WHEREAS, Xxxxxx is a party to a certain Debenture and Warrant Purchase
Agreement dated as of March 10, 1998, as amended (the "1998 Purchase
Agreement"), with the persons listed on the signature pages thereto and pursuant
to which the Company issued certain 5% Convertible Senior Secured Debentures due
March 31, 2006 (the "1998 Debentures"); and
WHEREAS, Xxxxxx entered into a certain Debenture and Warrant Purchase
Agreement dated as of May 26, 1999, as amended (the "1999 Purchase Agreement"),
with the persons listed on the signature pages thereto and pursuant to which the
Company issued certain 5% Convertible Senior Secured Debentures due March 31,
2006 (the "1999 Debentures" and together with the 1998 Debentures, the "Existing
Debentures"); and
WHEREAS, the Company has concurrently herewith entered into a certain
Debenture Purchase Agreement dated as of December 20, 2002 (the "2002 Purchase
Agreement"; capitalized terms used herein but not otherwise defined herein shall
have the meanings ascribed thereto in the 2002 Purchase Agreement) with Care
Capital, LLC, Essex Woodlands Health Ventures Fund V and those other persons
listed on the signature pages thereto and pursuant to which the Company proposes
to issue certain 5% Convertible Senior Secured Debentures due March 31, 2006
(the "2002 Debentures" and together with the Existing Debentures, the
"Debentures"); and
WHEREAS, it is a condition to the completion of the transactions
contemplated pursuant to the 2002 Purchase Agreement that the Company shall have
executed this Debentureholders Agreement providing that the approval of the
holders of the Debentures shall be required as a condition to the Company's
completion of certain material transactions; and
WHEREAS, the Company and the holders of the Debentures desire to enter into
this Agreement to provide for the approval rights of the holders of the
Debentures as hereinafter provided.
NOW, THEREFORE, in consideration of the mutual covenants contained herein
and other good and valuable consideration, the receipt and sufficiency of which
are hereby acknowledged, the parties hereby agree as follows:
1. Debentureholder Approval for Material Transactions.

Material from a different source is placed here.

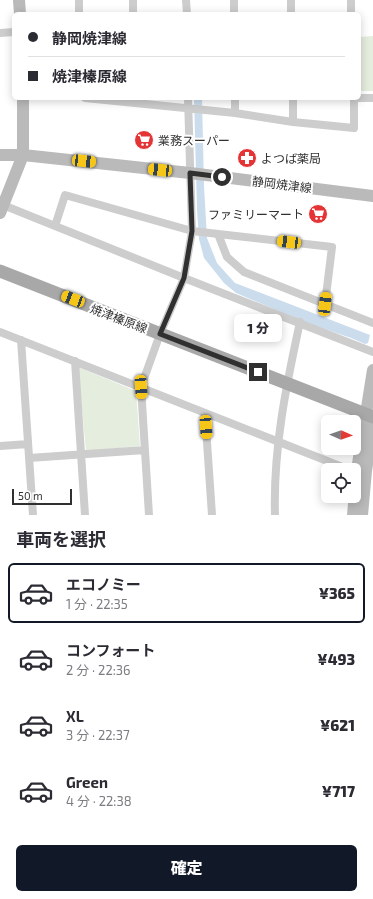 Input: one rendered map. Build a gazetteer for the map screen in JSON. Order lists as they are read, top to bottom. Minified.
{"streets":{"main road":["静岡焼津線","焼津榛原線"]},"places":{"supermarket":["業務スーパー","ファミリーマート"],"pharmacy":["よつば薬局"]},"scale_bar":"50 m","north":"right","page":{"banner":["静岡焼津線","焼津榛原線"],"bubble":"1 分","scale":"50 m","heading":"車両を選択","list":[{"name":"エコノミー","note":"1 分 · 22:35","value":"¥365"},{"name":"コンフォート","note":"2 分 · 22:36","value":"¥493"},{"name":"XL","note":"3 分 · 22:37","value":"¥621"},{"name":"Green","note":"4 分 · 22:38","value":"¥717"}],"buttons":"確定"}} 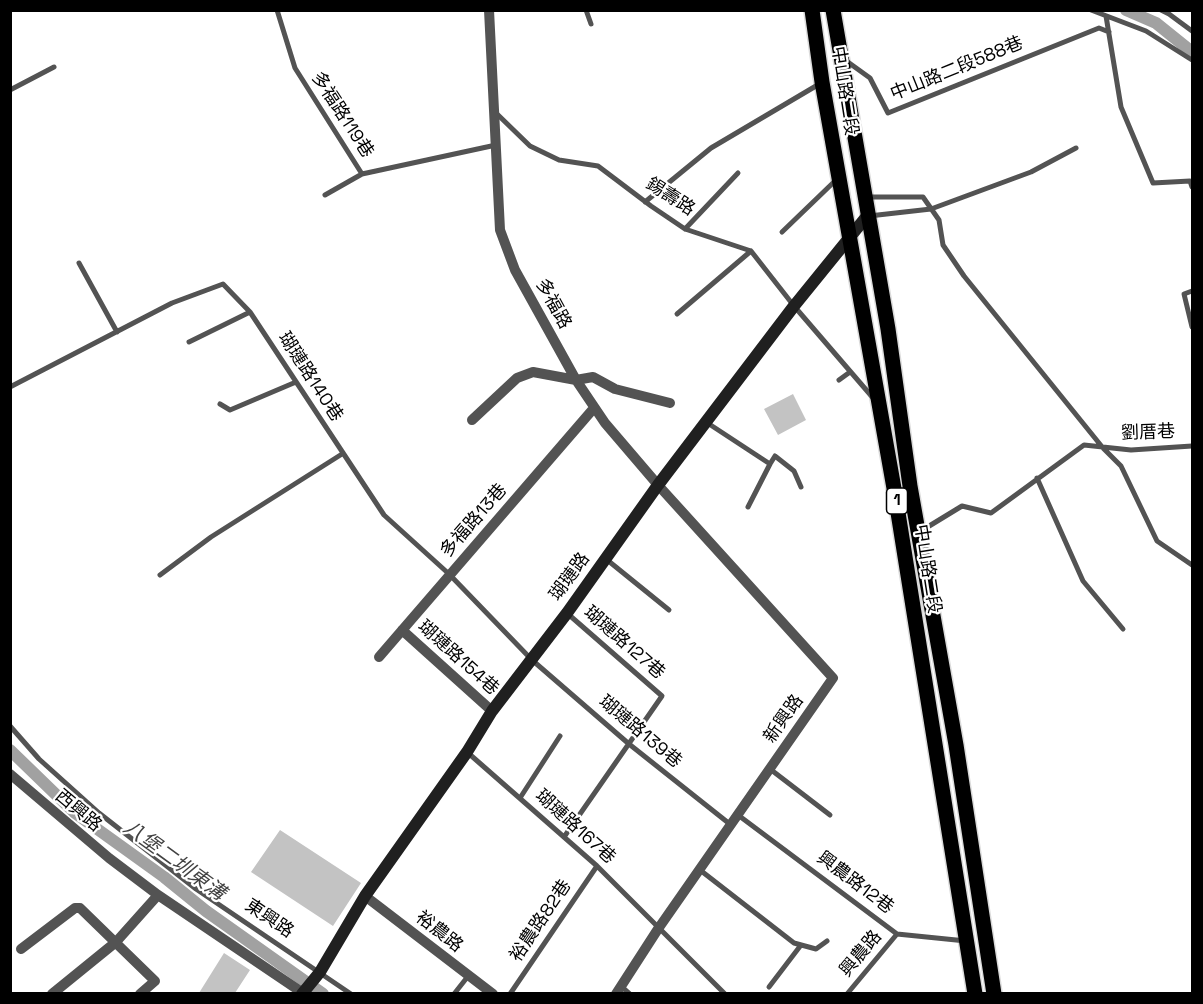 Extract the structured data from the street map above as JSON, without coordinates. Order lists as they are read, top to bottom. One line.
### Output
{"streets":{"main road":["中山路二段","1"],"street":["多福路","多福路13巷","瑚璉路","瑚璉路154巷","新興路","西興路","裕農路"],"lane":["中山路二段588巷","多福路119巷","錫壽路","瑚璉路140巷","劉厝巷","瑚璉路127巷","瑚璉路139巷","瑚璉路167巷","興農路12巷","東興路","裕農路82巷","興農路"]},"crossings":[["中山路二段588巷","中山路二段"],["中山路二段","劉厝巷"],["中山路二段","瑚璉路"],["中山路二段","興農路12巷"],["多福路119巷","多福路"],["錫壽路","多福路"],["多福路","多福路13巷"],["多福路","瑚璉路"],["多福路","新興路"],["瑚璉路140巷","多福路13巷"],["瑚璉路140巷","瑚璉路"],["瑚璉路140巷","瑚璉路139巷"],["多福路13巷","瑚璉路154巷"],["瑚璉路","瑚璉路127巷"],["瑚璉路","瑚璉路154巷"],["瑚璉路","新興路"],["瑚璉路","瑚璉路139巷"],["瑚璉路","西興路"],["瑚璉路","瑚璉路167巷"],["瑚璉路","東興路"],["瑚璉路","裕農路"],["瑚璉路127巷","瑚璉路139巷"],["新興路","瑚璉路139巷"],["新興路","瑚璉路167巷"],["新興路","興農路12巷"],["瑚璉路167巷","裕農路82巷"],["興農路12巷","興農路"]],"water":["八堡二圳東溝"]}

(a) Consent of Holders of 2002 Debentures. The Company hereby covenants and
agrees, that so long as any of the 2002 Debentures remain outstanding, it will
not, directly or indirectly, without the prior written consent of the holders of
at least sixty-six and two-thirds percent (66 2/3%) in the aggregate principal
amount of the 2002 Debentures then outstanding, take, or permit to be taken, any
of the following actions or complete, or permit to be taken, any of the
following transactions:
(i) Any modification of the rights of the holders of the 2002 Debentures;
(ii) Any issuance of securities, or the incurrence of indebtedness, by the
Company or any Guarantor which rank senior or equal in right of payment to the
2002 Debentures;
(iii) Any declaration or payment of any dividends or distributions on, or
redemptions of, any securities ranking junior in priority to the 2002
Debentures, other than dividends or distributions payable in the Company's
capital stock or cash interest paid to individual investors in the Existing
Debentures;
(iv) (A) A merger, reorganization, consolidation or other business
combination involving the Company or any Guarantor, (B) a sale, transfer, lease,
license or other disposition of all or substantially all of the assets of the
Company or any Guarantor or (C) any other similar extraordinary transaction
involving the Company or any Guarantor, in any single transaction or a series of
related transactions (the "Extraordinary Transactions"), other than any such
transaction where the cash, marketable securities and other liquid consideration
received by the holders of the voting stock of the Company in such transaction
is at least equal to four (4) times the then applicable conversion price of the
2002 Debentures;
(v) The liquidation, dissolution, commencement of any bankruptcy or other
proceeding of the type referred to in Section 12.1(j) of the 2002 Purchase
Agreement, recapitalization or reorganization of the Company (in each case
whether or not they constitute transactions of the type referred to in Section
1(a)(vi) below); and
(vi) Without limiting the generality of Section 1(a)(iv) above, the
consummation of a strategic alliance, Extraordinary Transaction, licensing
arrangement or other corporate partnering arrangement involving the issuance by
the Company or any Guarantor of in excess of ten million dollars ($10,000,000)
in equity securities of the Company or any Guarantor.
(b) Consent of Holders of Debentures. Without limiting in any way the
approval rights granted to the holders of the 2002 Debentures in Section 1(a)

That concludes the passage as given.